Epic E5: Observability & privacy defaults¶
| Goal | Default geen prompt/response-export; in 2026 "table stakes". Concreet: prompts/response bodies nooit in OTel events, replay bundles, SARIF, job summary; alleen hashes/digests of truncated safe snippets opt-in. |
| Priority | P1 |
| Effort | ~0,5 dag (naast P1 SOTA OTel) |
Stories:
| ID | Story | Priority | Detail ref |
|---|---|---|---|
| E5.1 | Privacy default: do-not-store-prompts default on; concreet nooit in: OTel events, replay bundles, SARIF, job summary; alleen hashes/digests of truncated safe snippets opt-in | P1 | §5 |
| E5.2 | Golden tests op exports: default config → geen prompt/response body in OTel, replay, SARIF, summary | P1 | §5 |
Acceptance criteria:
- Golden tests: export (OTel, replay, SARIF, job summary) met default bevat geen prompt/response body.

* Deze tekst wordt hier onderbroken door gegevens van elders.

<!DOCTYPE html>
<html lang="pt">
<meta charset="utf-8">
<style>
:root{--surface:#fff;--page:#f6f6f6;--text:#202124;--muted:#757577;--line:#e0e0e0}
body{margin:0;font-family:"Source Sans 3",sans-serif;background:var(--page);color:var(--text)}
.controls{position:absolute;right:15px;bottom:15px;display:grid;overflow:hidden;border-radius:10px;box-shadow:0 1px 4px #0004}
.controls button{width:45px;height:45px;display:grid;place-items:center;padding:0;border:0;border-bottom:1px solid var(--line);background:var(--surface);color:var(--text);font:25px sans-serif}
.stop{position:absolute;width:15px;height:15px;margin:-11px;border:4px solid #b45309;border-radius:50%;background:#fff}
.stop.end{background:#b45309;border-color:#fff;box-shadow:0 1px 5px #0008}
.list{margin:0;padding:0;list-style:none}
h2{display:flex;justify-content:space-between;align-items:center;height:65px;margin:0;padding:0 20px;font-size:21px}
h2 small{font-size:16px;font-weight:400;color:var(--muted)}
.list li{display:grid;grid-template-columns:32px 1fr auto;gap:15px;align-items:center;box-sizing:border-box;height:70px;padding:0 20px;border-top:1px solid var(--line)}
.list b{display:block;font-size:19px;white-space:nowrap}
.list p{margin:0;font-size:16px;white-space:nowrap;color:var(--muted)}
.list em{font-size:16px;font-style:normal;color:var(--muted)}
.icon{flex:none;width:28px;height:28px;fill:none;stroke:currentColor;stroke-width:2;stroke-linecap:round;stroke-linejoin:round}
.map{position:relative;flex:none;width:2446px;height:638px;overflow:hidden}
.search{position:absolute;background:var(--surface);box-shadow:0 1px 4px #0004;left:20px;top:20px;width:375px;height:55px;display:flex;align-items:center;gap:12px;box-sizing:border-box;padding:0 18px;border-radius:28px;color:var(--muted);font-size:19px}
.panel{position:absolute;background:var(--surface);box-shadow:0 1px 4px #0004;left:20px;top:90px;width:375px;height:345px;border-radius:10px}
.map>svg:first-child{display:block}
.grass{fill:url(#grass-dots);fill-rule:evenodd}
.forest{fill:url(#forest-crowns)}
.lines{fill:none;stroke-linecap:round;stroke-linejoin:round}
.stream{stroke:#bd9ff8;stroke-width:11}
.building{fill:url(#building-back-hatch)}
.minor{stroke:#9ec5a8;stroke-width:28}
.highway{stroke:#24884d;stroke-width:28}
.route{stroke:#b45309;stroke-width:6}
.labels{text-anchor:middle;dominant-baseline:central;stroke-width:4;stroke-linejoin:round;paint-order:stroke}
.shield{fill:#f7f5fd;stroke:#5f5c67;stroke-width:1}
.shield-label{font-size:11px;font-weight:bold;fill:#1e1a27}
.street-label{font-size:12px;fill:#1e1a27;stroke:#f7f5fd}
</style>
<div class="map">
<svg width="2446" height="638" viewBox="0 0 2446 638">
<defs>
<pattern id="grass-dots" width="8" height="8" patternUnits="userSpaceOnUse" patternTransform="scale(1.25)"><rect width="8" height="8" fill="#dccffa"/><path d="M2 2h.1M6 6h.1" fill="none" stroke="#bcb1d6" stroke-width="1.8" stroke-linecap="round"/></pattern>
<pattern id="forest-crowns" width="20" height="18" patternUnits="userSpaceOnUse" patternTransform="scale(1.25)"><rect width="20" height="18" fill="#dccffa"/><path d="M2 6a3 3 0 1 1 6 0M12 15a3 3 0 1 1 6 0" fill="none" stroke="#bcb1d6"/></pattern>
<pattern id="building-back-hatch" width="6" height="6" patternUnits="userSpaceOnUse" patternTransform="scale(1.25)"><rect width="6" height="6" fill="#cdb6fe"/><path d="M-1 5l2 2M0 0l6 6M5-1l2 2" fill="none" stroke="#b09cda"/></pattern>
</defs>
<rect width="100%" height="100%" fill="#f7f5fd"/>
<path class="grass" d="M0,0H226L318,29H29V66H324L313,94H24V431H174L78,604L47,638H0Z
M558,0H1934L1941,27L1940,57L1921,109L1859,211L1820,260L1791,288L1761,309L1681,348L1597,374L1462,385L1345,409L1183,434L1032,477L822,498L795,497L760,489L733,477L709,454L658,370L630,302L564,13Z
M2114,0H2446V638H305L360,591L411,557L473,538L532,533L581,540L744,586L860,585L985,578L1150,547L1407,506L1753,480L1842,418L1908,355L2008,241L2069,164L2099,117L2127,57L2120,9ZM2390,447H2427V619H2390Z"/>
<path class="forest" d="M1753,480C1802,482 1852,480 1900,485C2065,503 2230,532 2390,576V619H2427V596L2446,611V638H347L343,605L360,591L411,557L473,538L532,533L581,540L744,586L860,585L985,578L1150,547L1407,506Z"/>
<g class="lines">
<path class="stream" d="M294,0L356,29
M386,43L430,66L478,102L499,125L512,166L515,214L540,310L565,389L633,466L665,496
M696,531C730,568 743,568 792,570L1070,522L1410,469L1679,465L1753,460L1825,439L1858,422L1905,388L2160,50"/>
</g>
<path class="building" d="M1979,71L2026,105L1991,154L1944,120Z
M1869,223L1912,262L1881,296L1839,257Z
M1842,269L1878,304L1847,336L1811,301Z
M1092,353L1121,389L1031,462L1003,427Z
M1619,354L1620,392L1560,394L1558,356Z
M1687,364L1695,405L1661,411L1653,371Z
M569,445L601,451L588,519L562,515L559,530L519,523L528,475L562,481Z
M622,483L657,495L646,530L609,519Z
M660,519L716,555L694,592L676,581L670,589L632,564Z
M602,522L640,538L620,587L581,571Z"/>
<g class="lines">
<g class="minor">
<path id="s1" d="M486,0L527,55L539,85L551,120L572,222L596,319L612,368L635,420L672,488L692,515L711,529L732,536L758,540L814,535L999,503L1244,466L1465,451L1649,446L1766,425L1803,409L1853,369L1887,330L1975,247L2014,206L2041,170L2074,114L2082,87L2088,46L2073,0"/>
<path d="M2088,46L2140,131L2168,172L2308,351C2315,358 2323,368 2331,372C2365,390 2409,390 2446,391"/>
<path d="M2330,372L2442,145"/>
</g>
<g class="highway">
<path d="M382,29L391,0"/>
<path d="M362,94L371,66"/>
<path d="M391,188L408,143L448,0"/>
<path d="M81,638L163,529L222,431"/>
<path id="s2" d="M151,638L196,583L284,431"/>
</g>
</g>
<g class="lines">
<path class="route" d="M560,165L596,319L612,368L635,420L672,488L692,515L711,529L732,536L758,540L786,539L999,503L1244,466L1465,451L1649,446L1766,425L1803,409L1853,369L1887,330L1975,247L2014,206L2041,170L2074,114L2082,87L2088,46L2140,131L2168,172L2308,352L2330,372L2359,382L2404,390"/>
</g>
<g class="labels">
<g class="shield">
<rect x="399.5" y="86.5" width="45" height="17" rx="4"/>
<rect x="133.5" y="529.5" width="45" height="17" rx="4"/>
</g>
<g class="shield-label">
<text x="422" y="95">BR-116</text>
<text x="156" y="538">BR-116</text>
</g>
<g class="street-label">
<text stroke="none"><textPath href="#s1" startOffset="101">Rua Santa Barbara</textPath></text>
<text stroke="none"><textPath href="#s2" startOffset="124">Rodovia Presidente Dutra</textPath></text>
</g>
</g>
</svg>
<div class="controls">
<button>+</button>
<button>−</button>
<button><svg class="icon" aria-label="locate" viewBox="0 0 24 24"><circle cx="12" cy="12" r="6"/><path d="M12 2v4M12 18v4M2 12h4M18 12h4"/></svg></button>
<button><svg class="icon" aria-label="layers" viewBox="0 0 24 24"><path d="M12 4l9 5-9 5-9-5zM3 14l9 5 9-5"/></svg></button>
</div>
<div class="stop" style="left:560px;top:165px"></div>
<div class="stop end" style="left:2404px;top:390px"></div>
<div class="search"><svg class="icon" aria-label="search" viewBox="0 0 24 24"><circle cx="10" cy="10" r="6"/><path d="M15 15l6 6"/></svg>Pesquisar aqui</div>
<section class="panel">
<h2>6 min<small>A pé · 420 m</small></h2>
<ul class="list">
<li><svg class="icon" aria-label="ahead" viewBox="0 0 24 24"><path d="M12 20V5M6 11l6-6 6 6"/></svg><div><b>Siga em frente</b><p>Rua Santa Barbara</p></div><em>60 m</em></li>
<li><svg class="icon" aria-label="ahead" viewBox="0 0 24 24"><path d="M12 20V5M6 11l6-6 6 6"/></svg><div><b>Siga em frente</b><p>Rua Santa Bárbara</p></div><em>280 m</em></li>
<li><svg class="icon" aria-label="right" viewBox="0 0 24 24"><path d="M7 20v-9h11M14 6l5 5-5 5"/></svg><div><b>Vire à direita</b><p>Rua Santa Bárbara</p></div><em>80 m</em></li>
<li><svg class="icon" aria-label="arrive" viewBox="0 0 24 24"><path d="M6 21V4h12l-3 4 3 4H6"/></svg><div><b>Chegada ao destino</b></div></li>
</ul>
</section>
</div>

Epic E6: P1.3 MCP Auth Hardening (Security baseline)¶
| Goal | OAuth 2.0 Security BCP; RFC 8707 resource; geen pass-through; JWT alg/typ/crit; JWKS + DPoP hardening. |
| Priority | P1 SOTA (E6a = hard P1, E6b = optional P1+) |
| Effort | E6a: 2 dagen; E6b: +1 dag (optioneel, feature flag) |
Scope split (beheersbare delivery):
| Tier | Scope | Rationale |
|---|---|---|
| E6a (hard P1) | Resource indicators (RFC 8707), iss/aud/exp/nbf, JWKS caching + rotation + kid-miss + max-keys, alg whitelist (RS256/ES256), typ check, crit reject, no pass-through | Core security baseline; hard invariant |
| E6b (optional P1+) | DPoP + jti replay cache; htu/htm strict checks | Sender-constrained tokens; edge cases; feature flag auth.require_dpop: bool |
Stories:
| ID | Story | Priority | Detail ref |
|---|---|---|---|
| E6a.1 | Resource indicators (RFC 8707): resource/iss/aud/exp/nbf; JWKS cache + rotation | P1 (hard) | §8.1.1, 8.1.5 |
| E6a.2 | Alg/typ/crit hardening: whitelist RS256/ES256; typ check; unknown crit → reject | P1 (hard) | §8.1.3 |
| E6a.3 | No pass-through: incoming token nooit doorgegeven; downstream altijd eigen token + ander aud | P1 (hard) | §8.1.6 |
| E6b.1 | DPoP (optioneel): jti replay cache; htu/htm strict; behind feature flag | P1+ (optional) | §8.1.2, 8.1.4 |
| E6.4 | Negative test suite: token validation, alg/typ/crit, JWKS rotation, resource mismatch, no pass-through, DPoP replay | P1 | §8.1.6 |
Acceptance criteria:
- E6a DoD: resource + iss/aud; alg/typ/crit tests; JWKS stale-while-revalidate + kid-miss + max-keys; no pass-through bewezen; config gedocumenteerd.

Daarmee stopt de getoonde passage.